*** Exercise inputs ***
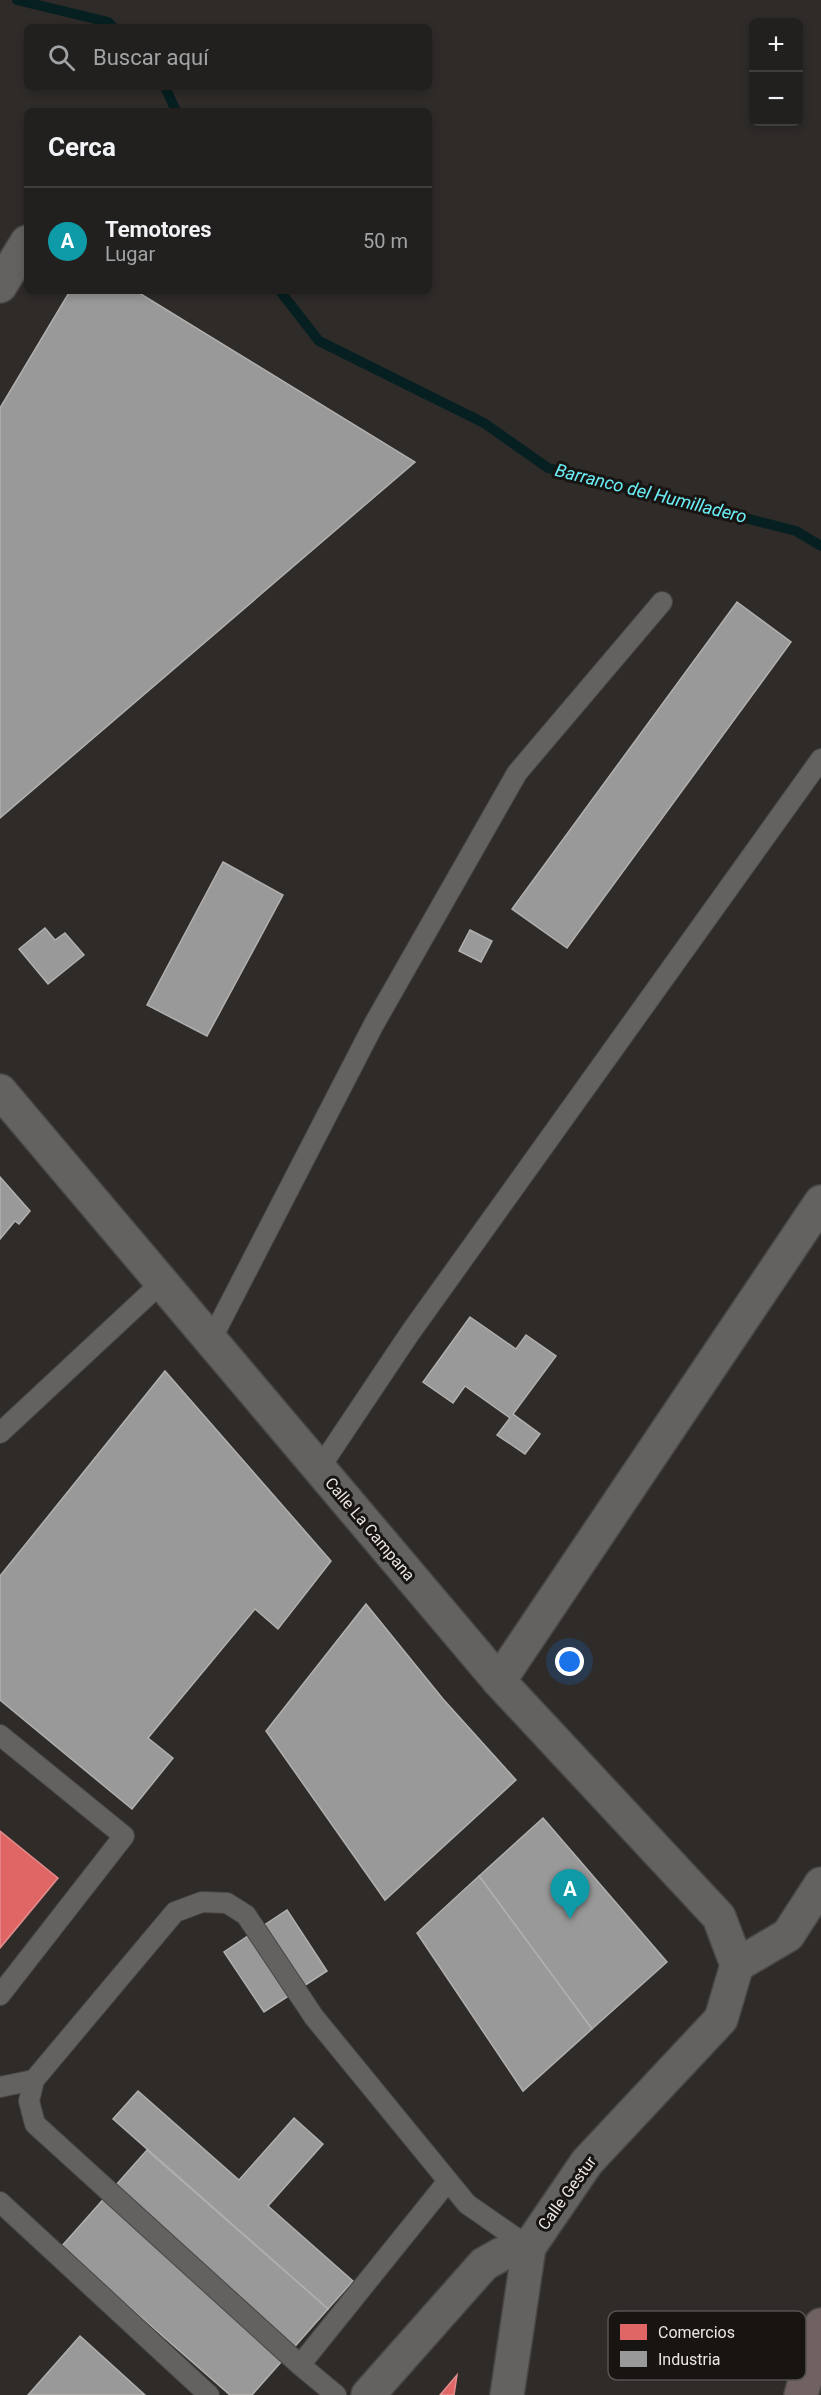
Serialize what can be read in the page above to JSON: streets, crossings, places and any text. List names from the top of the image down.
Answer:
{
  "streets": {
    "street": ["Calle La Campana", "Calle Gestur"]
  },
  "crossings": [
    ["Calle La Campana", "Calle Gestur"]
  ],
  "water": ["Barranco del Humilladero"],
  "legend": ["Comercios", "Industria"],
  "page": {
    "map_buttons": ["+", "−"],
    "search": "Buscar aquí",
    "heading": "Cerca",
    "list": [
      {
        "mark": "A",
        "name": "Temotores",
        "note": "Lugar",
        "value": "50 m"
      }
    ],
    "pins": "A"
  }
}
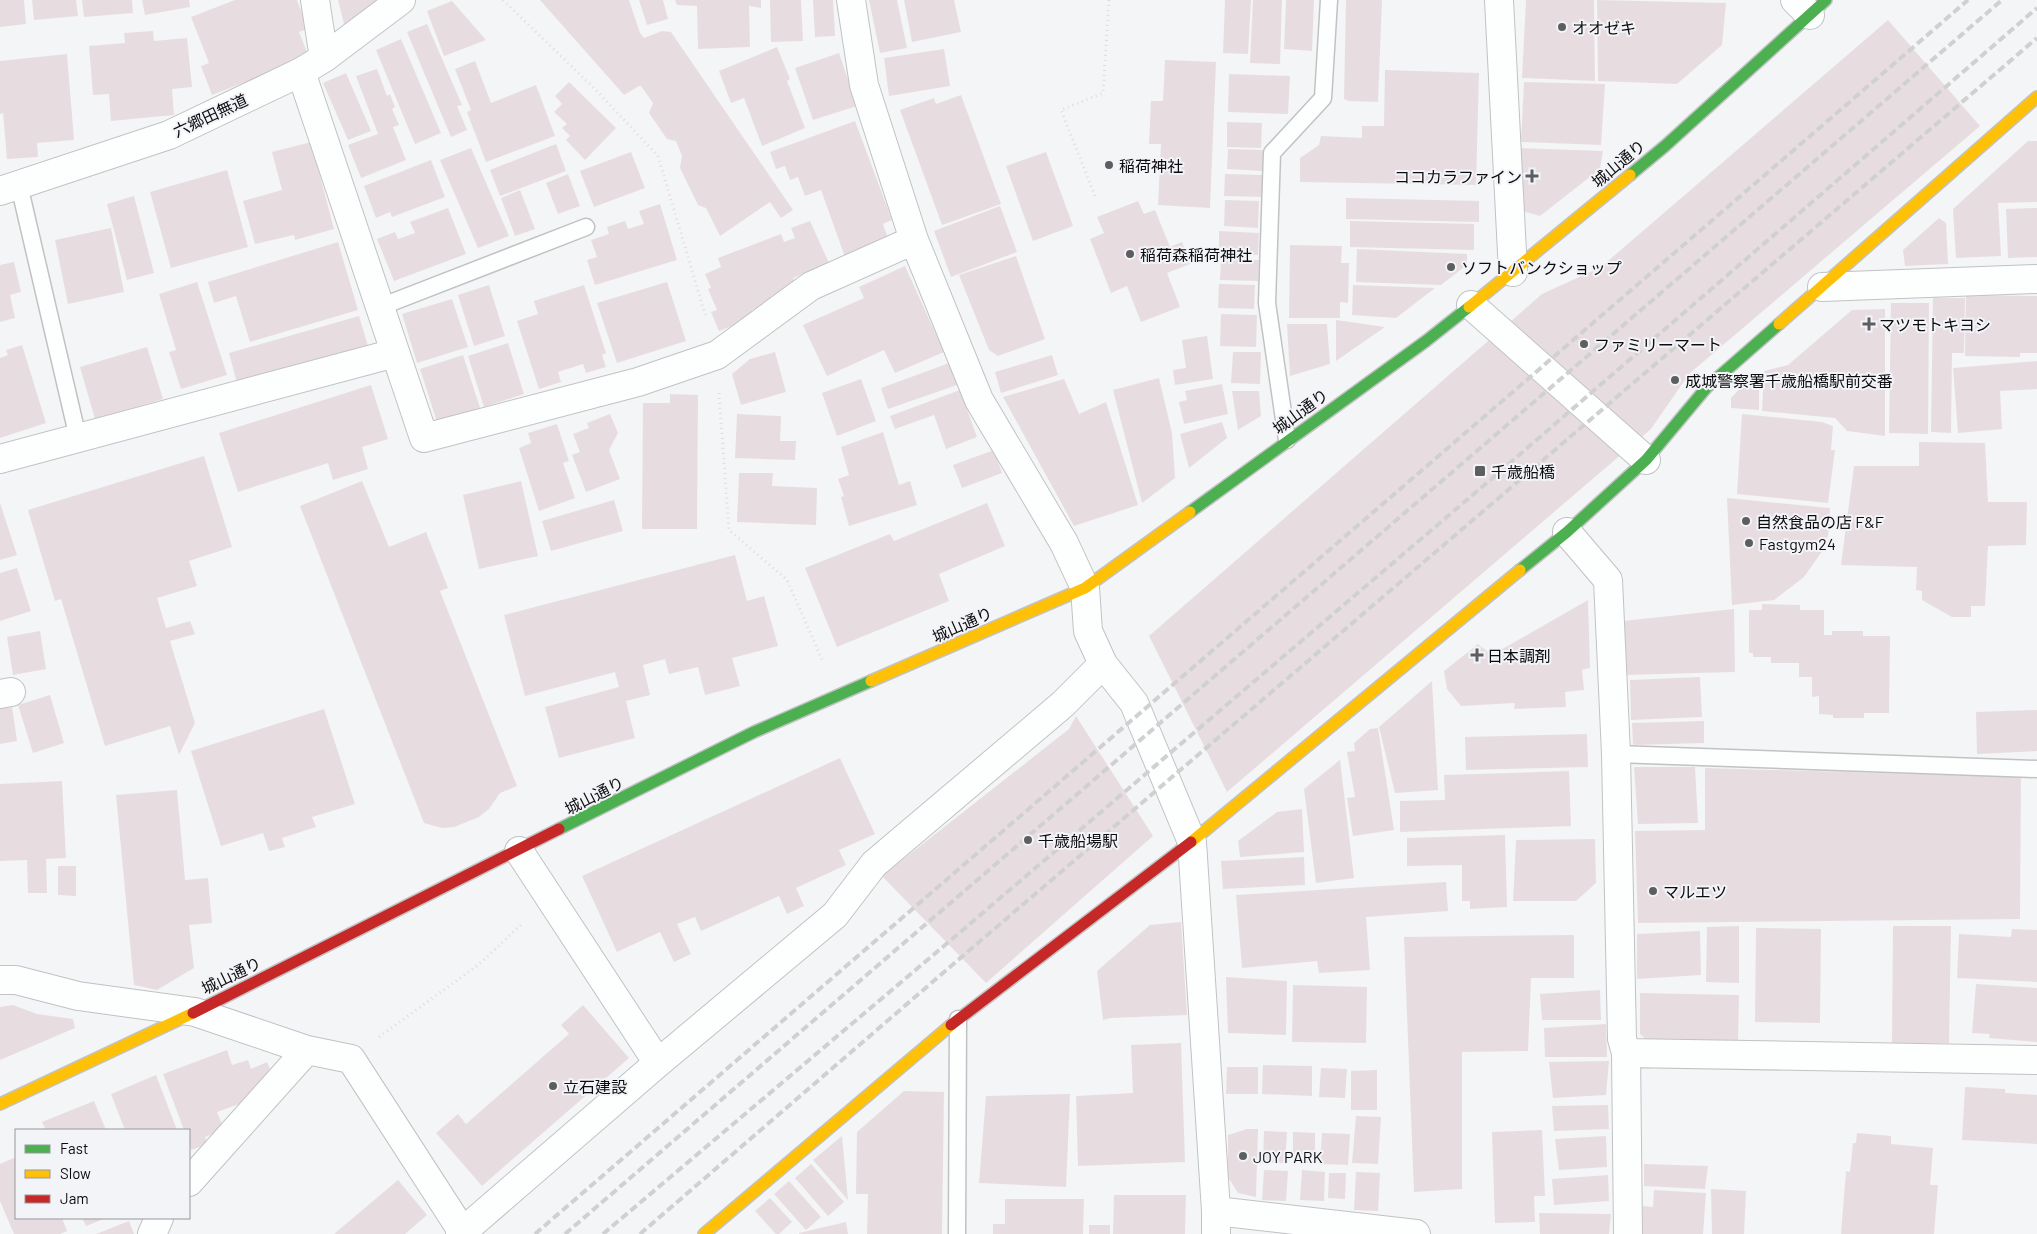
*** End of Exercise inputs ***
**Task details**
Give back the records word for word, without their pictures.

**Exercise solution**
Serialize what can be read in the page above to JSON: streets, crossings, places and any text. List names from the top of the image down.
Answer:
{
  "streets": {
    "street": ["Calle La Campana", "Calle Gestur"]
  },
  "crossings": [
    ["Calle La Campana", "Calle Gestur"]
  ],
  "water": ["Barranco del Humilladero"],
  "legend": ["Comercios", "Industria"],
  "page": {
    "map_buttons": ["+", "−"],
    "search": "Buscar aquí",
    "heading": "Cerca",
    "list": [
      {
        "mark": "A",
        "name": "Temotores",
        "note": "Lugar",
        "value": "50 m"
      }
    ],
    "pins": "A"
  }
}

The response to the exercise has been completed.